Records supplied:
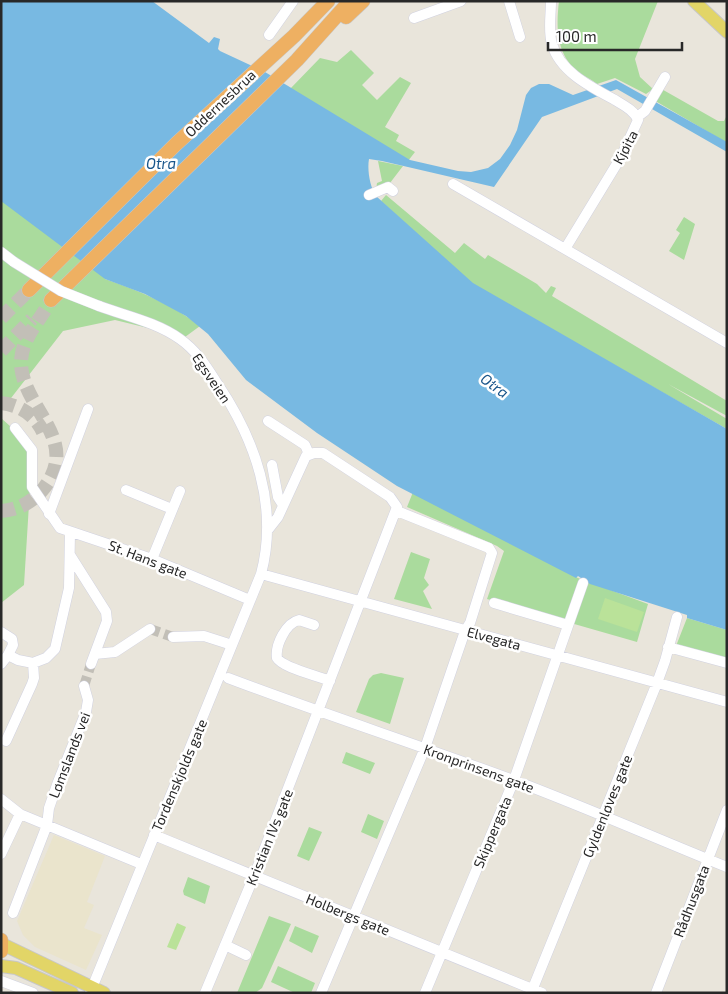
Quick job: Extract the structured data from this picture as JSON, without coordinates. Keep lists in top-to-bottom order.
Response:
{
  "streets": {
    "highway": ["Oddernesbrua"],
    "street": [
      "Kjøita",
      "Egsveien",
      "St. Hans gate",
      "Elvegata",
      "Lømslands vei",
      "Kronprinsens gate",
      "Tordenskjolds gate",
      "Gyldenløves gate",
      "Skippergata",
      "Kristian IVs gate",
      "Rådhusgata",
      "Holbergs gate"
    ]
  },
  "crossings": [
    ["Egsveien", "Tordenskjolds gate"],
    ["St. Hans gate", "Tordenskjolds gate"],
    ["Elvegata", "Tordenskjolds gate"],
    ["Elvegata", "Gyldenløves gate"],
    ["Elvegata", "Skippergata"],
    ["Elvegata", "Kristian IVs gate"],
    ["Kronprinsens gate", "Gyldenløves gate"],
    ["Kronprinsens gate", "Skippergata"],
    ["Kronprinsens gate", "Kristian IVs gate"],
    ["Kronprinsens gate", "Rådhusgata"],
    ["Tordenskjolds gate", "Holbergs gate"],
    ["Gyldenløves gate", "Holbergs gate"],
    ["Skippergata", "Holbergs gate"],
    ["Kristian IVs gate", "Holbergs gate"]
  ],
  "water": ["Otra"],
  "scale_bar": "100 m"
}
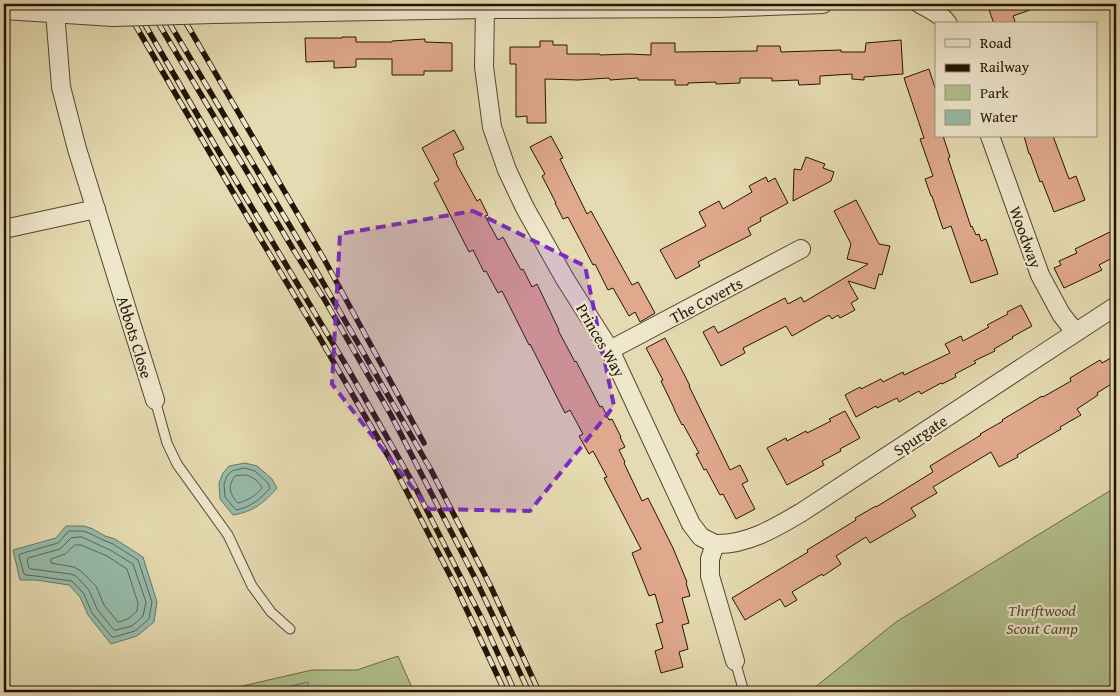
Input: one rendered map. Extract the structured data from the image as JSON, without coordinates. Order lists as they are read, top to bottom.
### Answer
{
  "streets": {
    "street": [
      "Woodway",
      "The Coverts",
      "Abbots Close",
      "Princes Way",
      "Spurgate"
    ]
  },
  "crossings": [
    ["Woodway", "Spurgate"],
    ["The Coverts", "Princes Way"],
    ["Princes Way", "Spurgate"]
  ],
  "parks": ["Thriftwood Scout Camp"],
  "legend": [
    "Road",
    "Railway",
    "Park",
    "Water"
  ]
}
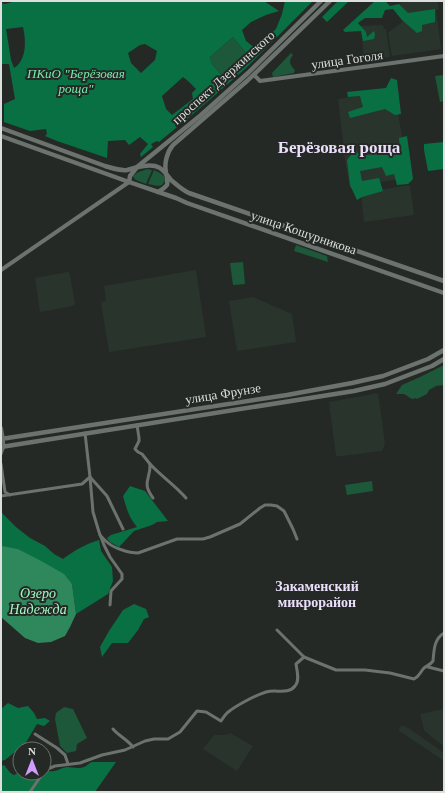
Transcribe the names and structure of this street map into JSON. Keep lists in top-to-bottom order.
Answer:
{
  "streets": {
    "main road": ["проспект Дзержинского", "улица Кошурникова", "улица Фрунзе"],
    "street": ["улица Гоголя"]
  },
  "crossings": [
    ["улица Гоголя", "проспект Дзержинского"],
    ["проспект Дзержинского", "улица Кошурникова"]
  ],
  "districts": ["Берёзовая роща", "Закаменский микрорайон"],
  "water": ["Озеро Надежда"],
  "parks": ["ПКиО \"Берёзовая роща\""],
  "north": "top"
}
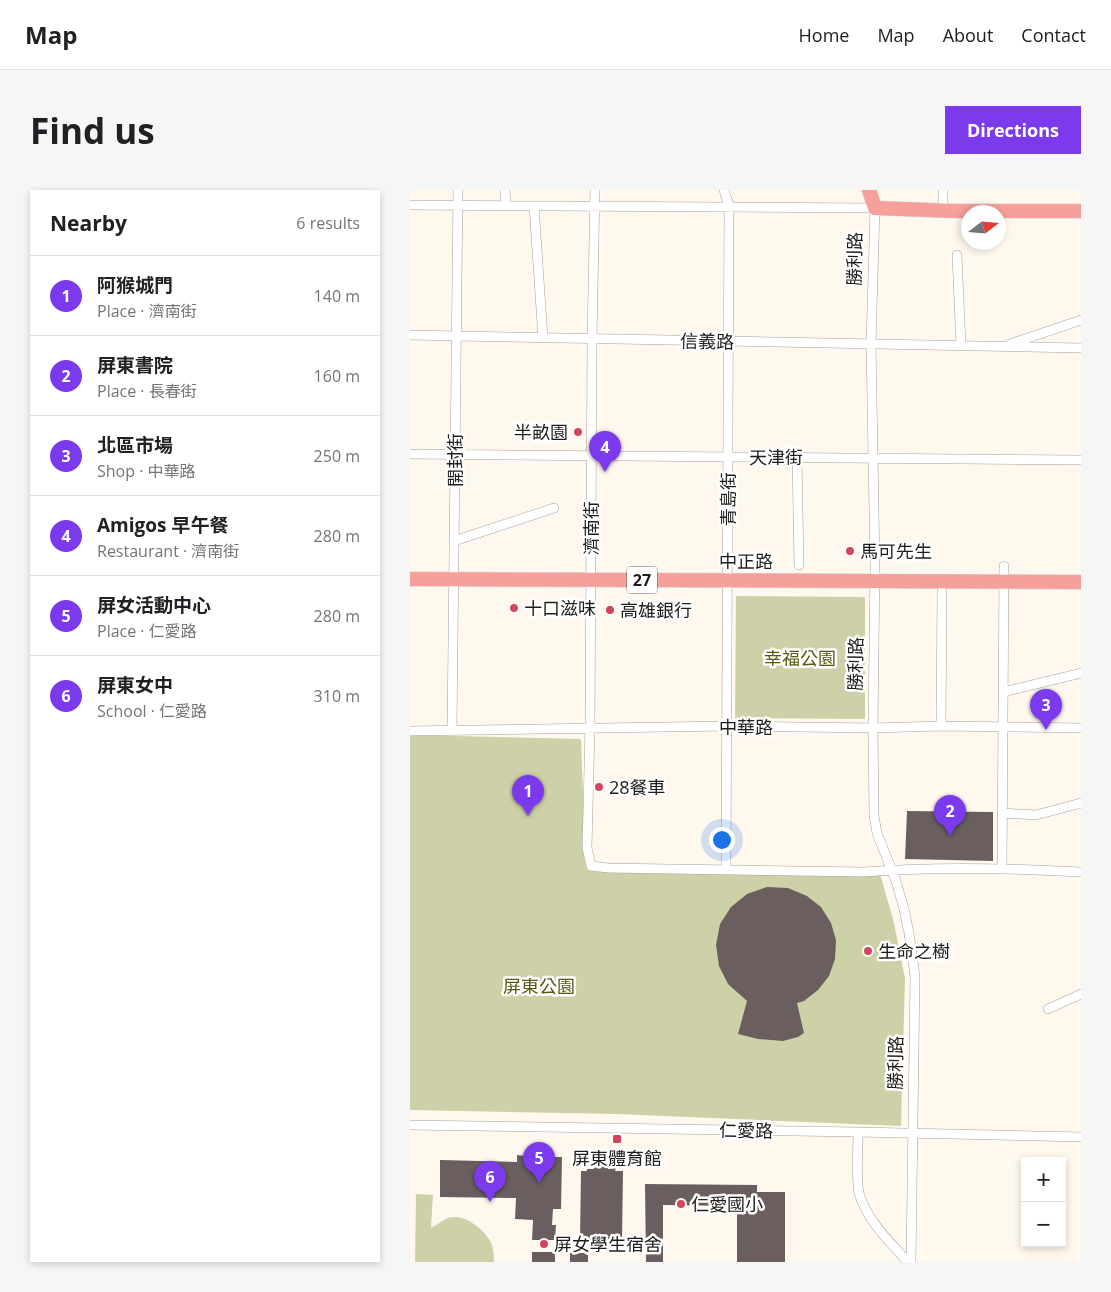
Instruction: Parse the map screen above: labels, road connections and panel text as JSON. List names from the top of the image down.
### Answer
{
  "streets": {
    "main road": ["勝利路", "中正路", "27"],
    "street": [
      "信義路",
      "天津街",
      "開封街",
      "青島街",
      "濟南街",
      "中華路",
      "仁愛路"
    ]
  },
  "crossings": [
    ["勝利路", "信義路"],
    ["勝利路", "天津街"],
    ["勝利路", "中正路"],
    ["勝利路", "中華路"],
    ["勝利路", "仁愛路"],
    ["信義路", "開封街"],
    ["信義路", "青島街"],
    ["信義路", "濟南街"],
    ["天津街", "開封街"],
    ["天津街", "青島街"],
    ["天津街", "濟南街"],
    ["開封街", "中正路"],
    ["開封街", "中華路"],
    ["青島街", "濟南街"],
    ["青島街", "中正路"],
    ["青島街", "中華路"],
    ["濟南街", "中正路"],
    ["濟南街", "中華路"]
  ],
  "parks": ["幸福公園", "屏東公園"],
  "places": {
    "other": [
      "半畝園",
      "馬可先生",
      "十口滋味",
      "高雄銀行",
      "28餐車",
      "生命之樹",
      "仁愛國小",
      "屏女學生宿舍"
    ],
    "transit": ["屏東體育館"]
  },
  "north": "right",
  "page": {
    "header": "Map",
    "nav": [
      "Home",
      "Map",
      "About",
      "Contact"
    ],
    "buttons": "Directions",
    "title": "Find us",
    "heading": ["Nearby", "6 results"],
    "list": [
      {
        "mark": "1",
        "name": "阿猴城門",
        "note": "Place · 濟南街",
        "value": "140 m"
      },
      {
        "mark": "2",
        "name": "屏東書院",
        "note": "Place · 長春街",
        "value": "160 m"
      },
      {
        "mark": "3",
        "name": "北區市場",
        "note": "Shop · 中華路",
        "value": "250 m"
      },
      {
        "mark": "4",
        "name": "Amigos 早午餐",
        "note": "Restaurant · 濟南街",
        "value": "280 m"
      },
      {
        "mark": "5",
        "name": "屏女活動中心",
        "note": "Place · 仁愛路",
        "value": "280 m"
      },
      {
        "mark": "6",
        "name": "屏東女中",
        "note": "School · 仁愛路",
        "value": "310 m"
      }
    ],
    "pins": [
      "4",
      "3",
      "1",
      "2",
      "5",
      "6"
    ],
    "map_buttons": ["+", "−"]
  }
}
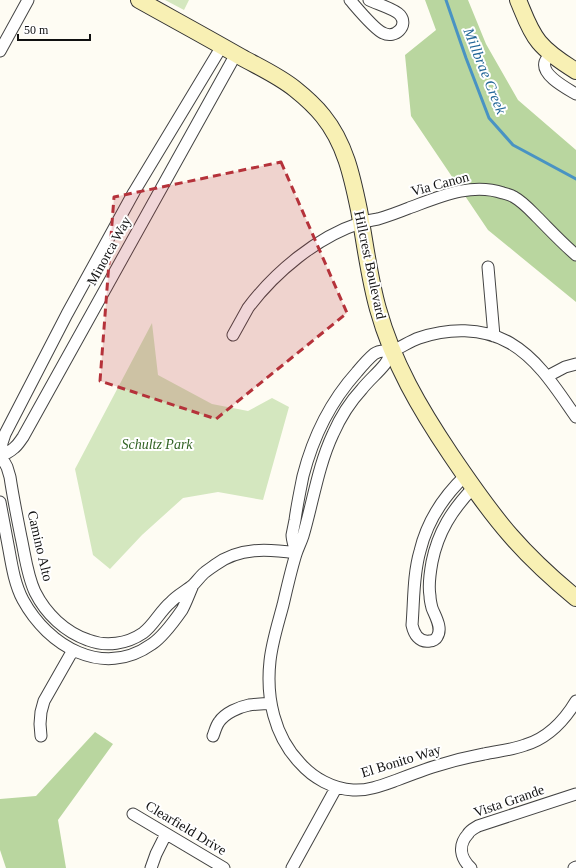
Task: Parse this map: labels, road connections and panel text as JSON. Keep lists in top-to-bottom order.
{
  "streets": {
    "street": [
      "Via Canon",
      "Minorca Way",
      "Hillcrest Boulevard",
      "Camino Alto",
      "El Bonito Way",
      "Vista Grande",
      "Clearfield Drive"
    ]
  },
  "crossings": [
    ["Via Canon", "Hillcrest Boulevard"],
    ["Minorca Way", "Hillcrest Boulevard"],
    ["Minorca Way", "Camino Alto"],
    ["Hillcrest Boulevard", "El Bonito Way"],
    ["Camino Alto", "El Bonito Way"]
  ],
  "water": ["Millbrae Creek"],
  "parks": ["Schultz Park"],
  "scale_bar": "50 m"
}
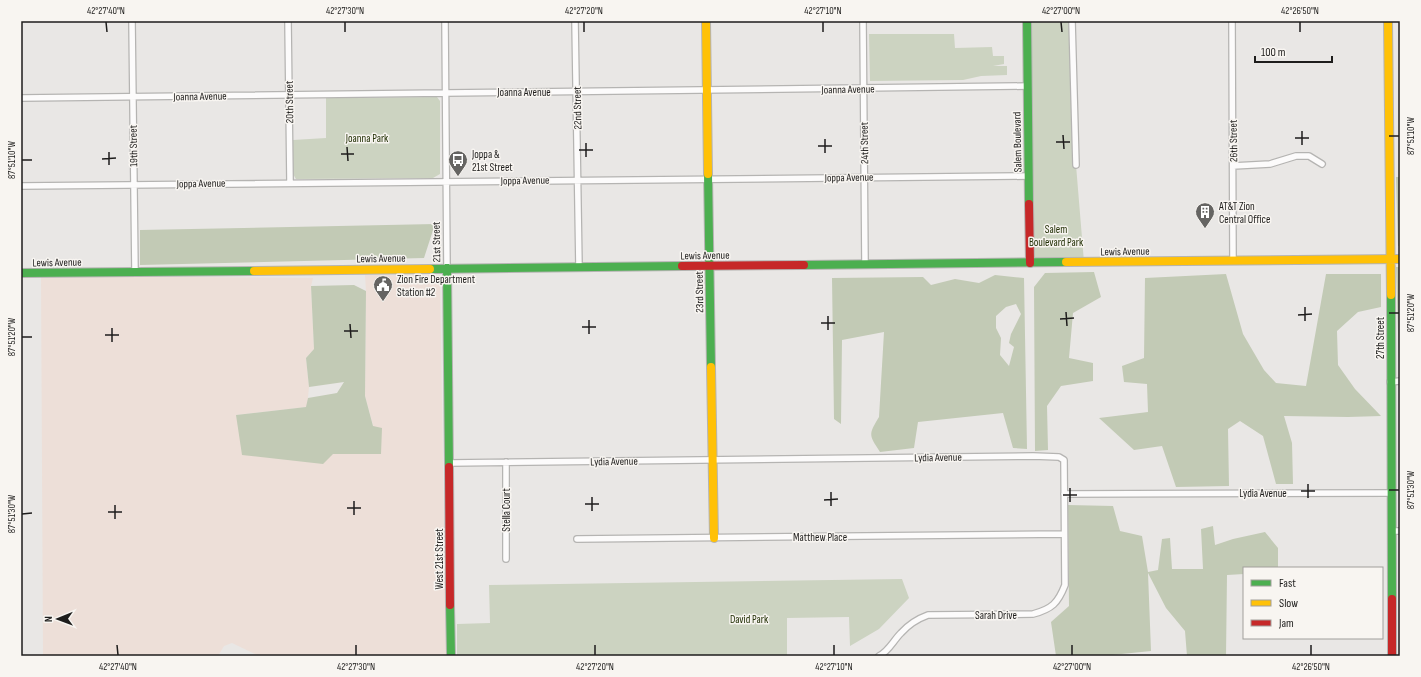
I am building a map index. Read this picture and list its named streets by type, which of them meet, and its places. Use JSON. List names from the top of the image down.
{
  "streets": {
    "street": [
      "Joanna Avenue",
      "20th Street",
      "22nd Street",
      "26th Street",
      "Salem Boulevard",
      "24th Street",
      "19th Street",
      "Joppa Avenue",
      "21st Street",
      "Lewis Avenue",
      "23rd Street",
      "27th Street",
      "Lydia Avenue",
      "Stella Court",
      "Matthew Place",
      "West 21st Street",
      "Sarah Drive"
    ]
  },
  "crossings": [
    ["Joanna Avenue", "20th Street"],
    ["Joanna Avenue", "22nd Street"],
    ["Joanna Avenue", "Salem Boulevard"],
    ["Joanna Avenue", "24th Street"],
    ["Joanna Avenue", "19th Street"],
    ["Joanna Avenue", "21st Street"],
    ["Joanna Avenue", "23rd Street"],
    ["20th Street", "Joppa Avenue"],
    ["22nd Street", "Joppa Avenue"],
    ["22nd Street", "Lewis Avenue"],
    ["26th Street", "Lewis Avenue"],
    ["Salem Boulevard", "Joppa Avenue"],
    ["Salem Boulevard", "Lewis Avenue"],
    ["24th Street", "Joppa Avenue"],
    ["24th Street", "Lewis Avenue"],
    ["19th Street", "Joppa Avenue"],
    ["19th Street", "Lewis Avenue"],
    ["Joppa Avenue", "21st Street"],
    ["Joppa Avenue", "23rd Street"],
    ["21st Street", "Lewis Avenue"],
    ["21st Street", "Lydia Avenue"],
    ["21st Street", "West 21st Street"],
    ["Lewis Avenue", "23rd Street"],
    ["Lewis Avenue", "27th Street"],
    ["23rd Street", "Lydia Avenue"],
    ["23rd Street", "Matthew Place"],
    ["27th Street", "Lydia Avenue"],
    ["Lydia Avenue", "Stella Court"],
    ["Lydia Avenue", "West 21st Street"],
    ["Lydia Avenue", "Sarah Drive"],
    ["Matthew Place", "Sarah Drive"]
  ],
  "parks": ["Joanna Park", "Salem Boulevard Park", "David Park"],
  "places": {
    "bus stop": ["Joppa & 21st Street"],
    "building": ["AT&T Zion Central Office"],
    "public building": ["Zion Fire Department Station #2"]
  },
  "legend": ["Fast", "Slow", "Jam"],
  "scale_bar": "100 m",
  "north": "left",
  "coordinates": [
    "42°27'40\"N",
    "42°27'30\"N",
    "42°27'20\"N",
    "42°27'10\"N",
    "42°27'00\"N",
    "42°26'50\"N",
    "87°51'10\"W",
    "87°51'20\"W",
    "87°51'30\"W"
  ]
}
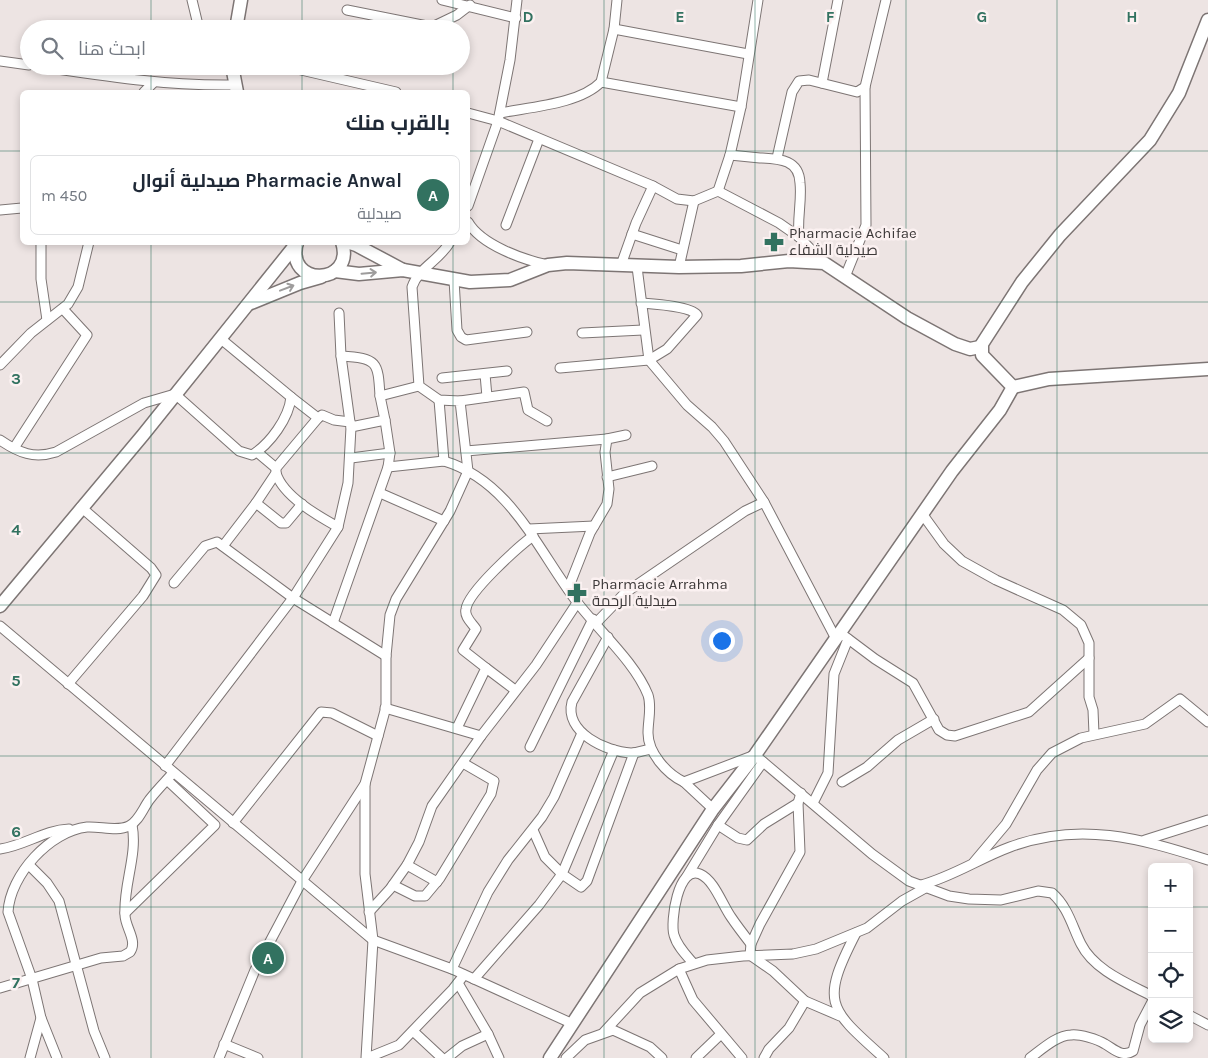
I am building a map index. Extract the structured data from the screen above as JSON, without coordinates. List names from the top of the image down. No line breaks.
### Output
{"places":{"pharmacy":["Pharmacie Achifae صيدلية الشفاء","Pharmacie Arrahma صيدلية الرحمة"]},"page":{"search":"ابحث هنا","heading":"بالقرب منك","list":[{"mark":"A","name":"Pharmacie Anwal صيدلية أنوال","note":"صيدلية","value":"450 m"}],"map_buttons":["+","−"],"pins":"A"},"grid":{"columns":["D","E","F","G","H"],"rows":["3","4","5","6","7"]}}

Your assignment:
From the data above, retype only the lines starting with the line with "Transcribe the names" and going on through the line with "Instruction: Parse the", exactly, leaving out the pictures.

Answer:
Transcribe the names and structure of this street map into JSON. Keep lists in top-to-bottom order.
Answer:
{
  "streets": {
    "main road": ["проспект Дзержинского", "улица Кошурникова", "улица Фрунзе"],
    "street": ["улица Гоголя"]
  },
  "crossings": [
    ["улица Гоголя", "проспект Дзержинского"],
    ["проспект Дзержинского", "улица Кошурникова"]
  ],
  "districts": ["Берёзовая роща", "Закаменский микрорайон"],
  "water": ["Озеро Надежда"],
  "parks": ["ПКиО \"Берёзовая роща\""],
  "north": "top"
}
Instruction: Parse the map screen above: labels, road connections and panel text as JSON. List names from the top of the image down.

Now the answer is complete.